The attached amended Opinion is ordered filed.
OPINION
REINHARDT, Circuit Judge:
I. Introduction
Maria Corado Rodriguez and Juan Carlos Corado Moreno (the “Corados”), a Salvadoran mother and her young son, petition for review of the Board of Immigration Appeals’ (BIA) decision dismissing their appeal of their final deportation orders and denying their motion to reopen. They claim that the BIA erred in dismissing their appeal in view of the incompetence of their counsel and the absence of a full and fair hearing prior to deportation. The Corados also aver that, contrary to the BIA’s holding, they established a prima facie case of persecution and, consequently, their motion to reopen should have been granted. Because we reverse and remand the BIA’s denial of their motion, we express no opinion on their due process claim alleging incompetence of counsel and the denial of a full and fair hearing.
II. Proceedings Below
The Corados were charged with having entered the United States in July 1984 without inspection by an immigration officer, in violation of Section 241(a)(2) of the Immigration and Nationality Act (INA), 8 U.S.C. § 1251(a)(2) (1982). At the deportation proceeding on January 4, 1985, petitioners conceded deportability. They did not apply for asylum or withholding of deportation because their nonattorney, INS-accredited counsel mistakenly assumed that persecution by nongovernmental groups could not form the basis for such relief. The immigration judge (IJ) found them deportable but granted them ninety days voluntary departure to April 4, 1985.
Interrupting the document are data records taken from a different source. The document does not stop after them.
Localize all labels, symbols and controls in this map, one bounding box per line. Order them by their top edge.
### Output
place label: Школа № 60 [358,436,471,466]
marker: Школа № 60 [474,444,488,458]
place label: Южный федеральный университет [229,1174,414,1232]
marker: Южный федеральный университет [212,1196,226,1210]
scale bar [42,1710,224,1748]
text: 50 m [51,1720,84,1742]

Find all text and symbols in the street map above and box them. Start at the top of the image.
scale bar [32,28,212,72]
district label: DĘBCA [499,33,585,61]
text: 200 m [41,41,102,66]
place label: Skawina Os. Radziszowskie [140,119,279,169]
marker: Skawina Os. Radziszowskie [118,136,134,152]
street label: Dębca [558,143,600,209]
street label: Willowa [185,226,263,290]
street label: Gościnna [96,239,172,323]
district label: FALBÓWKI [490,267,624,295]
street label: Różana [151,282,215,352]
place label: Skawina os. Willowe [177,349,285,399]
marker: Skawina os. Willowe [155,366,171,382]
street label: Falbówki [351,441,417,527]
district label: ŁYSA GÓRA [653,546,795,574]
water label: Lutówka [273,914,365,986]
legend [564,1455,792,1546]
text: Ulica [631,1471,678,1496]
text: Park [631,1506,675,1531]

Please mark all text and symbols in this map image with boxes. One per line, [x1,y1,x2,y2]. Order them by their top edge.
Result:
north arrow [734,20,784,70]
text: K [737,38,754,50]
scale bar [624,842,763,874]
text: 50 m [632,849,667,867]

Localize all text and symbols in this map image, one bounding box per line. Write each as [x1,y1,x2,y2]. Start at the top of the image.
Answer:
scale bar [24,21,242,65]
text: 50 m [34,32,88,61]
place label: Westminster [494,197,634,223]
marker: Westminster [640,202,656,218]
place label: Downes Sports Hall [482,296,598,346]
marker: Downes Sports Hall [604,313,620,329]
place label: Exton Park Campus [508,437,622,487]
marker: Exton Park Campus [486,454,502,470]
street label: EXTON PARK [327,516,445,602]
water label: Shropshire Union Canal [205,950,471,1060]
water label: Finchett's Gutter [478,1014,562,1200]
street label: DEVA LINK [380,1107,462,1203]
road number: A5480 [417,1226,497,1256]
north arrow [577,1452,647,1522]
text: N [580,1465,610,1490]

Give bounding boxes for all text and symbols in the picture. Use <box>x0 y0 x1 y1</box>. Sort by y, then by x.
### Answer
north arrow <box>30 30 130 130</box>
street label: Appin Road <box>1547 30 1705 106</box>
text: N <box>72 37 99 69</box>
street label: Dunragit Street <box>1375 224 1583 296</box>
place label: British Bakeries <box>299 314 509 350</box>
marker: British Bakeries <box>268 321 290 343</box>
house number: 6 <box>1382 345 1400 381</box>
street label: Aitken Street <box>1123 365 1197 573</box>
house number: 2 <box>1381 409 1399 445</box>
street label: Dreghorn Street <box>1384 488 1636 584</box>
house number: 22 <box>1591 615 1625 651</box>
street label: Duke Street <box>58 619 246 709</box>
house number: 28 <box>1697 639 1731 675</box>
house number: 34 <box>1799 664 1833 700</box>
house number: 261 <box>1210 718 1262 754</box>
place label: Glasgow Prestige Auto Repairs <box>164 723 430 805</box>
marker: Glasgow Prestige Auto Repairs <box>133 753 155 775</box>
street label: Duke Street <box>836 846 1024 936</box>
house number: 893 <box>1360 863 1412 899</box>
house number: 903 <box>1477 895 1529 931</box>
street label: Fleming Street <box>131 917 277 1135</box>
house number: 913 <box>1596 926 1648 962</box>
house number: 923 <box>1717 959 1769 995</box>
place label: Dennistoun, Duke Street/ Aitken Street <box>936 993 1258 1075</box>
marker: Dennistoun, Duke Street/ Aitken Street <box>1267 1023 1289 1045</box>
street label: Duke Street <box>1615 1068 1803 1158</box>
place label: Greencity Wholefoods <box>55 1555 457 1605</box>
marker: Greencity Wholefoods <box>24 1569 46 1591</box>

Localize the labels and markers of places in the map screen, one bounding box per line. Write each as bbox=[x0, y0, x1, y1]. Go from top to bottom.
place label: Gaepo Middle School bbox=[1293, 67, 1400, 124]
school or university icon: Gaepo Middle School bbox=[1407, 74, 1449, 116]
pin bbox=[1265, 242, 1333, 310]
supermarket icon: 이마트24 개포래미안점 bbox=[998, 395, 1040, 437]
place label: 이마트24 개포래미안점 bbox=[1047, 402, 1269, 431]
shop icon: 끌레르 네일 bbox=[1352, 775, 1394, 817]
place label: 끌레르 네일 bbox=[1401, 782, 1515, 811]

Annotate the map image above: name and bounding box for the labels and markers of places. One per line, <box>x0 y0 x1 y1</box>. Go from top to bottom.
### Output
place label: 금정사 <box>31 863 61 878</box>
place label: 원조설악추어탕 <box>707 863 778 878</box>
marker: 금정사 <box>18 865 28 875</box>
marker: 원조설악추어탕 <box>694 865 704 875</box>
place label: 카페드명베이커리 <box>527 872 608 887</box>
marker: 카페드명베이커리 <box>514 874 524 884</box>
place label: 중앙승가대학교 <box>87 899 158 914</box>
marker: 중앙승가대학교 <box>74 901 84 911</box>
Petitioners, represented for the first time by an attorney, appealed the deportation decision to the BIA and submitted a motion to reopen on January 14, 1985. The Board dismissed their appeal, holding that the IJ had conducted a full and fair hearing. The *867BIA also decided that the Corados had failed to establish a prima facie case of persecution and, hence, denied their motion to reopen, after first redesignating it a motion to remand. The Board assumed for the purpose of its determination that the Corados had offered a reasonable excuse for not applying for asylum at the initial hearing. The Corados filed a timely petition for review with this court.
III. Analysis
A. Motion to Reopen/Remand
Along with their appeal of the IJ’s deportation order, the Corados filed a motion to reopen with the BIA. Since the appeal was pending and the Board had not yet “rendered a decision,” 8 C.F.R. § 3.2 (1987), the BIA properly treated their motion as a “motion to remand to the immigration judge.” See C. Gordon & G. Gordon, 8 Immigration Law and Procedure § 62.08[5], at 62-39 (1987). We will accordingly hereinafter refer to the Corados’ motion as a motion to remand.
The formal requirements of the motion to reopen and those of the motion to remand are for all practical purposes the same. As explained in the leading treatise on immigration law:
Since a motion to remand is so similar to a motion to reopen, the motion to remand should be drafted in conformity with the regulations pertinent to motions to reopen, 8 CFR 3.2 and 3.8.
C. Gordon & G. Gordon, supra, at 62-41.
The regulations issued by the INS thus describe the requirements for a motion to reopen:
Motions to reopen in deportation proceedings shall not be granted unless it appears to the Board that evidence sought to be offered is material and was not available and could not have been discovered or presented at the former hearing; nor shall any motion to reopen for the purpose of affording the alien an opportunity to apply for any form of discretionary relief be granted if it appears that the alien’s right to apply for such relief was fully explained to him and an opportunity to apply therefor was afforded him at the former hearing unless the relief is sought on the basis of circumstances which have arisen subsequent to the hearing.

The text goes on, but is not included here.